Gay activists in Europe, Kugler added, "want to show that homosexuality is absolutely normal," and so they push for "a legalization of the gay marriage" and the "possibility for gay couples to adopt children."

Meanwhile, Christians and Muslims are pressured to be "completely silent" for what concerns their moral vision on homosexuality.

Activists, Kugler said, "try to exclude the religious point of view from public life, taking out any public financial aid to religion, and for instance forbidding the exposition or exhibition of a crucifix in public."

He underscored that these forces "try to forbid those who openly claims to be Christian to take public positions."

"Generally these groups of pressures are ready to be intolerant in the name of tolerance, and Christian Churches are their main goals, since they represent, in the secularist view, the highest level of faith in the transcendence and defense of the natural law – though Christians share this view with other religions," Kugler said.

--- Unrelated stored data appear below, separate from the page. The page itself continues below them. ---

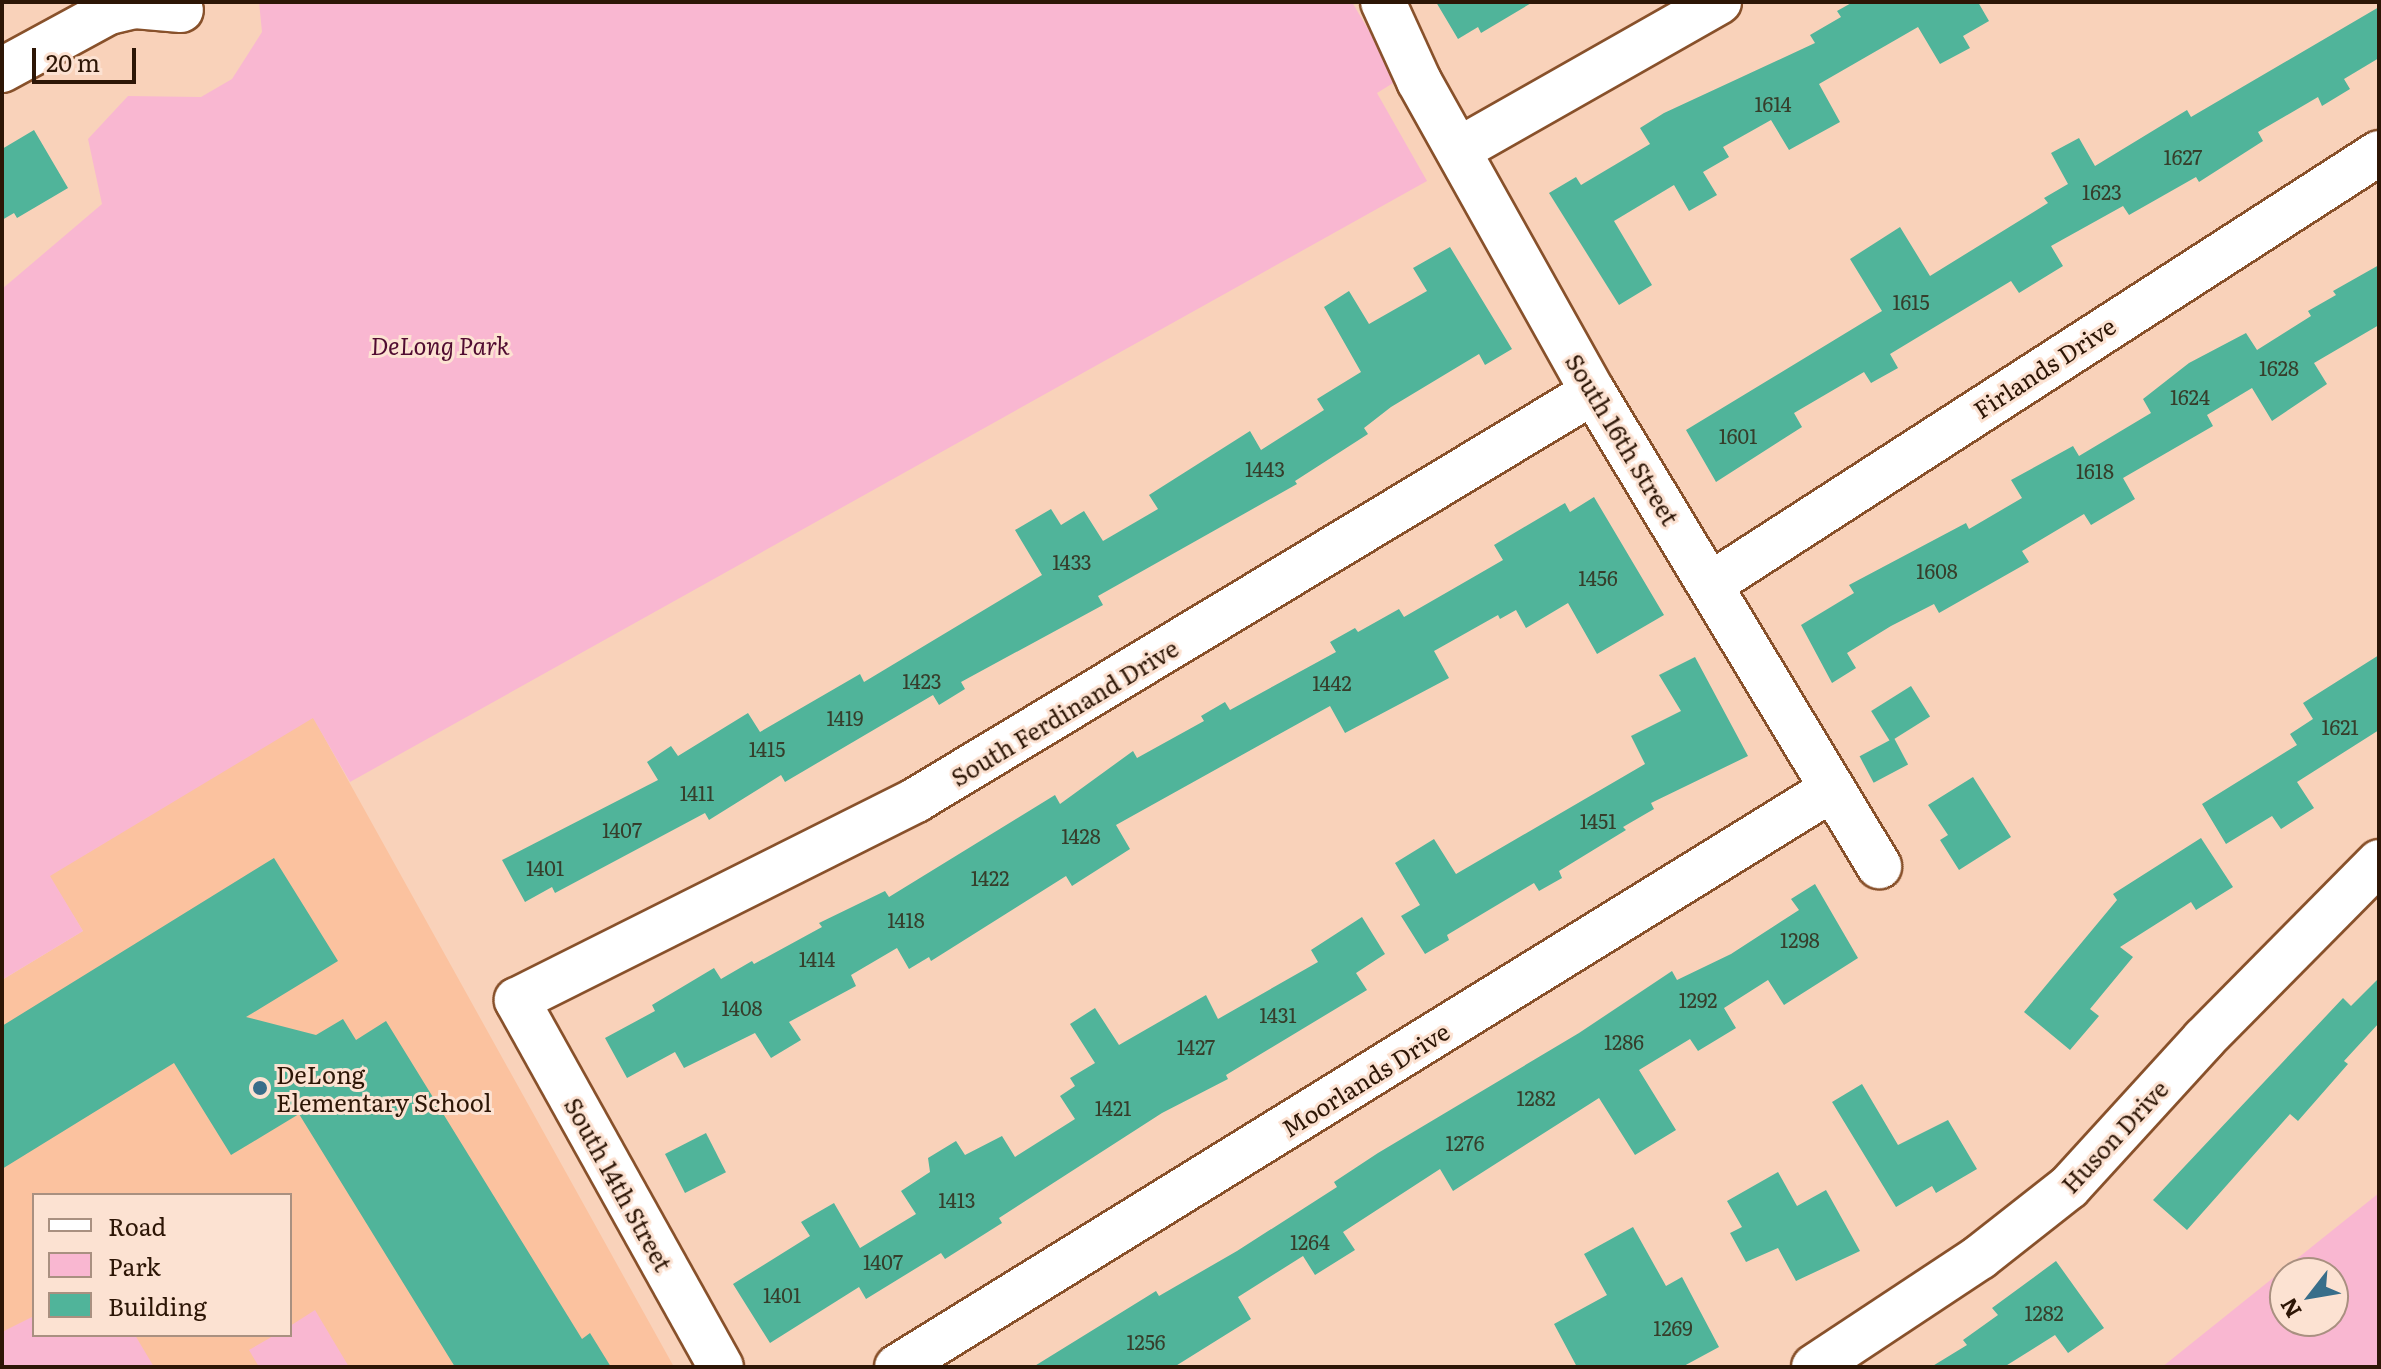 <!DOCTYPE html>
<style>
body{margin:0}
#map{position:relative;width:2381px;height:1369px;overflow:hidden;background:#f9d2ba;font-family:Literata,serif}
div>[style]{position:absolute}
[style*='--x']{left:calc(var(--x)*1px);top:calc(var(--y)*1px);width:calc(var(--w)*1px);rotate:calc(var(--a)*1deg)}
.built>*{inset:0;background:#fbc29f}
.green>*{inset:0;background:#f9b7d1}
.building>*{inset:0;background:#50b49a;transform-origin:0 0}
.roads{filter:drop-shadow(2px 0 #88512b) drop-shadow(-2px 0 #88512b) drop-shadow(0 2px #88512b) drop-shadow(0 -2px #88512b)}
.minor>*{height:44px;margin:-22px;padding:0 22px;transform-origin:22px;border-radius:22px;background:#fff}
.dots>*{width:22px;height:22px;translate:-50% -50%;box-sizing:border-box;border:4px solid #fce2d2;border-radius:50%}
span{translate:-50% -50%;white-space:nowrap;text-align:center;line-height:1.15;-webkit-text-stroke:6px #fce2d2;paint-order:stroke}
.number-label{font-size:20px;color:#363e2b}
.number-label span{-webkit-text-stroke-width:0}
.park-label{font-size:24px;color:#510c31;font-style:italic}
.street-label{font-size:24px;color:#2d1606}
.poi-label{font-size:24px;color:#2d1606}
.left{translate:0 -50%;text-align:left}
.frame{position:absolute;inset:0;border:4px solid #2d1606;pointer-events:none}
.legend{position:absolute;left:32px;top:1193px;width:260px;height:144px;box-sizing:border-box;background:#fce2d2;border:2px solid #a99080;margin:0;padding:10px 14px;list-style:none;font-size:24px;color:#2d1606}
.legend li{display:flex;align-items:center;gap:16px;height:40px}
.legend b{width:40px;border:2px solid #a99080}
.north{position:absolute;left:2269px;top:1257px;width:80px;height:80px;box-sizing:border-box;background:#fce2d2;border:2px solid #a99080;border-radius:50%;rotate:239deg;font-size:22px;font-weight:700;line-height:32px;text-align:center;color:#2d1606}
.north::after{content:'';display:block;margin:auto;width:28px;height:36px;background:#386e8a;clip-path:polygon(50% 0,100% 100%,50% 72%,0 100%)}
.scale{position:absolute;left:32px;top:48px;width:104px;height:36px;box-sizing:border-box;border:4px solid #2d1606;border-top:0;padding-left:10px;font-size:24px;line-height:28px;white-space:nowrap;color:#2d1606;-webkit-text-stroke:6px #fce2d2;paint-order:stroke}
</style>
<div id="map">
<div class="built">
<div style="clip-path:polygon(evenodd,313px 717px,674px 1367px,2px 1367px,2px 980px,83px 931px,49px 876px,313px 717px,34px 1195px,290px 1195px,290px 1335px,34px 1335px,34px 1195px)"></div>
</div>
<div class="green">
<div style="clip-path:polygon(259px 2px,1352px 2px,1398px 80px,1377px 93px,1427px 181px,350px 782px,313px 718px,50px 876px,83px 931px,2px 980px,2px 289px,102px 204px,88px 139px,128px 96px,201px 97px,232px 79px,262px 32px)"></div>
<div style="clip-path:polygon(evenodd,2379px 1193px,2379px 1363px,2373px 1367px,2162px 1367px,2379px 1193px,2333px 1273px,2333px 1321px,2285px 1321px,2285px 1273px,2333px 1273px)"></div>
<div style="clip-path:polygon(315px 1310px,349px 1367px,259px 1367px,249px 1350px,275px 1335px,290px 1335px,290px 1326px)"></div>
<div style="clip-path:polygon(34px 1316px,34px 1335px,135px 1335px,154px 1367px,2px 1367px,2px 1332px)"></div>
</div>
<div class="building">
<div style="clip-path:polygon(1436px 2px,1533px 2px,1481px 33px,1478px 27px,1458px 39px)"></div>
<div style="clip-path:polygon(1853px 2px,1978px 2px,1989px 21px,1963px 36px,1970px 48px,1940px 64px,1918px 27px,1819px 84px,1840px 122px,1789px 150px,1771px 120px,1723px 147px,1729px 157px,1703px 172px,1717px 195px,1689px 211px,1674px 185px,1614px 221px,1652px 285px,1619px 305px,1549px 193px,1576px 177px,1581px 185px,1650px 144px,1640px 128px,1664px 113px,1815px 43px,1810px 35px,1841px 17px,1837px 11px)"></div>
<div style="clip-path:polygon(2379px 7px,2379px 58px,2344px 79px,2350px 89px,2322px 106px,2318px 97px,2258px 132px,2263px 141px,2199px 182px,2196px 177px,2129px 215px,2123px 206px,2051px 246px,2063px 266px,2019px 293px,2011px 281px,1890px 354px,1898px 368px,1871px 383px,1864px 372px,1794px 413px,1802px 427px,1716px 482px,1686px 430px,1882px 311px,1850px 259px,1900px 227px,1930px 276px,2048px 203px,2044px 198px,2068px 184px,2051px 153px,2079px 138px,2095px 166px,2187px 110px,2191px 117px)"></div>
<div style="clip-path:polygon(34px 130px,68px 188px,17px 218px,14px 213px,2px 220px,2px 149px)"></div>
<div style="clip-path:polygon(1450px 247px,1512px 349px,1485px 365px,1479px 354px,1391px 407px,1364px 428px,1368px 434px,1295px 481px,1297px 484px,1098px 596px,1103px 605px,961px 682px,965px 689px,939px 705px,933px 695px,785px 782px,781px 775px,709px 820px,705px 813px,555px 893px,552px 887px,525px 902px,502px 860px,658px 780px,647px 762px,671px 746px,678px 756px,748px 713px,760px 732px,860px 674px,864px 682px,1042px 575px,1015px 530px,1051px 509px,1061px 525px,1084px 511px,1103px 541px,1158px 509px,1149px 495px,1250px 431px,1261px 450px,1324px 410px,1317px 399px,1361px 372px,1324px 307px,1349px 291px,1369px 324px,1427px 291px,1413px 268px)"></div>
<div style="clip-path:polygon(2379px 265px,2379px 325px,2314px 363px,2327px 384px,2272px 421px,2252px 388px,2207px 415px,2213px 426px,2123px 478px,2135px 499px,2091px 525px,2084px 514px,2022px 551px,2029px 562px,1939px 613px,1934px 604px,1891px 626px,1847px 653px,1856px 668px,1832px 683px,1801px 625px,1854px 593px,1849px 585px,1966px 523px,1969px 529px,2022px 498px,2011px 480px,2073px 446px,2079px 456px,2151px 413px,2143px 399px,2189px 363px,2246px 333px,2257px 350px,2311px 316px,2308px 311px,2336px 295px,2333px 291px)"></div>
<div style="clip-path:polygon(1594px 497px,1664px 615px,1597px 654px,1568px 603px,1526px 628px,1516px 610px,1500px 619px,1498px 615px,1434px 651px,1449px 678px,1345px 733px,1330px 706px,1116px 825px,1130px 849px,1072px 886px,1066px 876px,931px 961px,929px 957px,909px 969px,897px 948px,851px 975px,856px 986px,789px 1022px,801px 1040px,771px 1058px,755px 1033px,684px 1068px,675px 1052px,627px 1078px,605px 1038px,655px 1011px,652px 1005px,714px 968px,721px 979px,752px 961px,754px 964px,822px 927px,819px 923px,885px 891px,889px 897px,1055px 795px,1060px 804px,1133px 751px,1137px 758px,1204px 721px,1201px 716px,1225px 702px,1230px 710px,1336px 652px,1330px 642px,1355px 628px,1358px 632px,1399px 609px,1404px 617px,1451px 590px,1503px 560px,1494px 545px,1565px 503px,1570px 512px)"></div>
<div style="clip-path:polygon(2379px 655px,2379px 730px,2297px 782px,2314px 808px,2281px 829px,2272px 816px,2226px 844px,2202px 804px,2297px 745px,2290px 734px,2313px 719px,2303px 703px)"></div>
<div style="clip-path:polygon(1695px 657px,1748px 756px,1651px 803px,1654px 809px,1623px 827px,1626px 830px,1559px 871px,1562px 878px,1539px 891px,1534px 883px,1447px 935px,1449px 940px,1425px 954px,1401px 916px,1420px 905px,1395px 863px,1434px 839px,1456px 874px,1645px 764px,1631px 736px,1681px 711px,1659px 675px)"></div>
<div style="left:1911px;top:686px;width:36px;height:47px;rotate:58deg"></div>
<div style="left:1894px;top:738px;width:30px;height:39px;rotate:62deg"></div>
<div style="clip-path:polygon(1973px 777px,2011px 837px,1959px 870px,1940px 840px,1948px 835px,1928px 805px)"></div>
<div style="clip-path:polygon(2201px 838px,2233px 887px,2196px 910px,2191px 902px,2120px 947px,2133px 957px,2090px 1009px,2099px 1016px,2070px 1050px,2024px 1012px,2117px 900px,2113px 894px)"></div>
<div style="clip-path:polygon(274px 858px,338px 961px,246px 1017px,316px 1035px,343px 1019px,356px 1040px,386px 1021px,582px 1339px,590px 1333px,611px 1367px,455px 1367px,299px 1114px,231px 1155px,174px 1063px,2px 1169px,2px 1026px)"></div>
<div style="clip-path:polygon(1815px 884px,1858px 958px,1784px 1005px,1768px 980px,1724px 1008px,1736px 1028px,1698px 1051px,1690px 1039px,1639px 1070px,1676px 1130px,1635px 1155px,1599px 1098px,1453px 1191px,1440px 1169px,1343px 1232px,1355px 1250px,1315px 1275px,1303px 1256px,1238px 1297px,1251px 1319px,1174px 1367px,1033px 1367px,1156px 1291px,1159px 1296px,1237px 1251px,1337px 1187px,1334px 1182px,1378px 1153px,1579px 1033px,1672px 971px,1677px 980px,1731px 954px,1799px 910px,1791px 899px)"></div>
<div style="clip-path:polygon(1362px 917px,1385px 954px,1356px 973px,1367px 990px,1226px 1075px,1228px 1079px,1162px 1113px,999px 1218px,1002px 1223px,945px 1259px,941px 1253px,866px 1299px,859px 1287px,770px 1343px,733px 1284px,810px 1236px,801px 1222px,834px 1203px,860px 1248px,916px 1214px,901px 1191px,930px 1172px,928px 1158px,956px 1141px,965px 1155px,1002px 1136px,1015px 1157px,1075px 1119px,1060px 1096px,1075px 1086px,1070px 1078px,1095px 1063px,1070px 1024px,1095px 1008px,1119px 1045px,1206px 995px,1218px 1019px,1318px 962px,1311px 950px)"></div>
<div style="clip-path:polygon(2379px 978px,2379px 1023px,2344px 1061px,2348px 1064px,2298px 1121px,2290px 1114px,2187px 1230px,2153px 1200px,2343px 998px,2351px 1006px)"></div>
<div style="clip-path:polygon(1862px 1084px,1898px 1145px,1948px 1120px,1977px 1169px,1936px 1193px,1932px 1186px,1896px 1207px,1832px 1102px)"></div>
<div style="left:706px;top:1133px;width:44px;height:46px;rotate:63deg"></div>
<div style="clip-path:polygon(1778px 1172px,1797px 1206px,1826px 1190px,1860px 1251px,1796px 1281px,1778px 1248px,1746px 1262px,1730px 1233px,1742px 1227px,1727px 1201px)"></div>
<div style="clip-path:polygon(1633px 1227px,1666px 1286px,1682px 1277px,1719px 1347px,1682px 1367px,1577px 1367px,1554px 1324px,1607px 1295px,1584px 1254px)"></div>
<div style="clip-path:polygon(2056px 1261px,2104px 1328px,2068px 1353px,2055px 1335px,2004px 1367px,1931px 1367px,1967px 1345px,1963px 1340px,1998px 1315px,1992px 1308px)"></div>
</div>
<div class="roads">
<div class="minor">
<div style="--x:1383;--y:2;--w:87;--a:65.5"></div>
<div style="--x:1419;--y:81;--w:356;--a:60.8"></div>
<div style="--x:1593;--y:392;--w:554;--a:58.89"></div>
<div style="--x:2;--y:70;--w:122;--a:-28.5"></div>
<div style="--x:109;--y:12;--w:27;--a:-13"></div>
<div style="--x:135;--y:6;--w:46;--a:5"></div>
<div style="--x:1460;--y:149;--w:298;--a:-29.6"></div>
<div style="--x:1711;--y:584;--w:795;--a:-32.83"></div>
<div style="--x:721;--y:1367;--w:420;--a:-119.1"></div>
<div style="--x:517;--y:1000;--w:446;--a:-26.6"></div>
<div style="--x:916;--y:800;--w:790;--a:-31.08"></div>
<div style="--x:897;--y:1367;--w:1099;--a:-31.72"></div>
<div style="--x:1814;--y:1367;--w:199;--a:-33.5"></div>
<div style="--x:1980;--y:1257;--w:113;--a:-38.2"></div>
<div style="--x:2069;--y:1187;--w:200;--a:-47.6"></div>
<div style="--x:2204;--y:1039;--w:249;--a:-45.3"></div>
</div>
</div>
<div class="dots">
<div style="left:260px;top:1088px;background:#386e8a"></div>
</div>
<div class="number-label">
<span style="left:1773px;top:103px">1614</span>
<span style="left:2183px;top:156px">1627</span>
<span style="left:2102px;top:191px">1623</span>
<span style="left:1911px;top:301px">1615</span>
<span style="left:2279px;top:367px">1628</span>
<span style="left:2190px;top:396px">1624</span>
<span style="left:1738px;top:435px">1601</span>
<span style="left:1265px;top:468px">1443</span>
<span style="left:2095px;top:470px">1618</span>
<span style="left:1072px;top:561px">1433</span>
<span style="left:1937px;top:570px">1608</span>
<span style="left:1598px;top:577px">1456</span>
<span style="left:922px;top:680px">1423</span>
<span style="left:1332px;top:682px">1442</span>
<span style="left:845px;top:717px">1419</span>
<span style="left:2340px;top:726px">1621</span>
<span style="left:767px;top:748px">1415</span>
<span style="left:697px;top:792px">1411</span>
<span style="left:1598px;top:820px">1451</span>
<span style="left:622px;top:829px">1407</span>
<span style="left:1081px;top:835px">1428</span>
<span style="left:545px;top:867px">1401</span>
<span style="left:990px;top:877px">1422</span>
<span style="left:906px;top:919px">1418</span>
<span style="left:1800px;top:939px">1298</span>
<span style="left:817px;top:958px">1414</span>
<span style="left:1698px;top:999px">1292</span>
<span style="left:742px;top:1007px">1408</span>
<span style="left:1278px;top:1014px">1431</span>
<span style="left:1624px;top:1041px">1286</span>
<span style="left:1196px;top:1046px">1427</span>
<span style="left:1536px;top:1097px">1282</span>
<span style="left:1113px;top:1107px">1421</span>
<span style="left:1465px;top:1142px">1276</span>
<span style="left:957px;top:1199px">1413</span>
<span style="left:1310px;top:1241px">1264</span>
<span style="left:883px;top:1261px">1407</span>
<span style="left:782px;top:1294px">1401</span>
<span style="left:2044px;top:1312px">1282</span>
<span style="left:1673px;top:1327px">1269</span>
<span style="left:1146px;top:1341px">1256</span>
</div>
<div class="park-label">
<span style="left:440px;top:345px">DeLong Park</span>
</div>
<div class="street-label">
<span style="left:2044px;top:367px;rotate:-33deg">Firlands Drive</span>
<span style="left:1623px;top:439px;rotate:59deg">South 16th Street</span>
<span style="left:1064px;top:712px;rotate:-31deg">South Ferdinand Drive</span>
<span style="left:1365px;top:1079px;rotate:-32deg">Moorlands Drive</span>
<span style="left:2114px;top:1136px;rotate:-47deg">Huson Drive</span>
<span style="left:619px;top:1184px;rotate:61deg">South 14th Street</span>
</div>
<div class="poi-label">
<span class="left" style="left:276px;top:1088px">DeLong<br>Elementary School</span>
</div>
<div class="frame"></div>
<ul class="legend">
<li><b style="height:10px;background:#fff"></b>Road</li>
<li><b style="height:22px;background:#f9b7d1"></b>Park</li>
<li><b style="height:22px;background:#50b49a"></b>Building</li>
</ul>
<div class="north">N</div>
<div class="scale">20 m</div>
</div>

Scrolling the report, one finds that attacks to Christian places of worships have been continuous in 2012 and 2013.

In Germany, conflicts between state and families reached a high level when the four siblings of Wunderlich family in Darmastadt had been taken away by 20 policemen and a social worker because Dirk and Petra Wunderlich were homeschooling. In 2013 the European Court for Human Rights published its judgment on four British cases on individuals who filed complaints of having been discriminated against because they are Christians.

And in the Middle East, the situation in Iraq is continually worsening.

Pascale Warda, an Iraqi who founded the Iraqi Society for human Rights and formerly Iraqi Minister for Migration Policies, said that one of the main reasons why Christians are fleeing Iraq is "the situation that I would call 'anti-non-Islamic religious freedom' exercised by the Islamic authorities imposed on the administration," despite some positive laws issued in the past.

For what concern the United States, violations to religious freedom are deemed "low," but the general situation is marked as "worsening."

A U.S. report issued by the Institute for Freedom in collaboration with the Council for the Research on Family which documents 1200 cases of hostility to religion which is double the previous year, the Aid to the Church in Need report read.

Among the cases taken in consideration was that of Jack Phillips – a Christian baker from Colorado, who had refused in 2012 to make a wedding cake for a homosexual marriage because of his religious objections – in June 2014. A Colorado board ruled that he must make cakes for gay weddings despite his religious objections.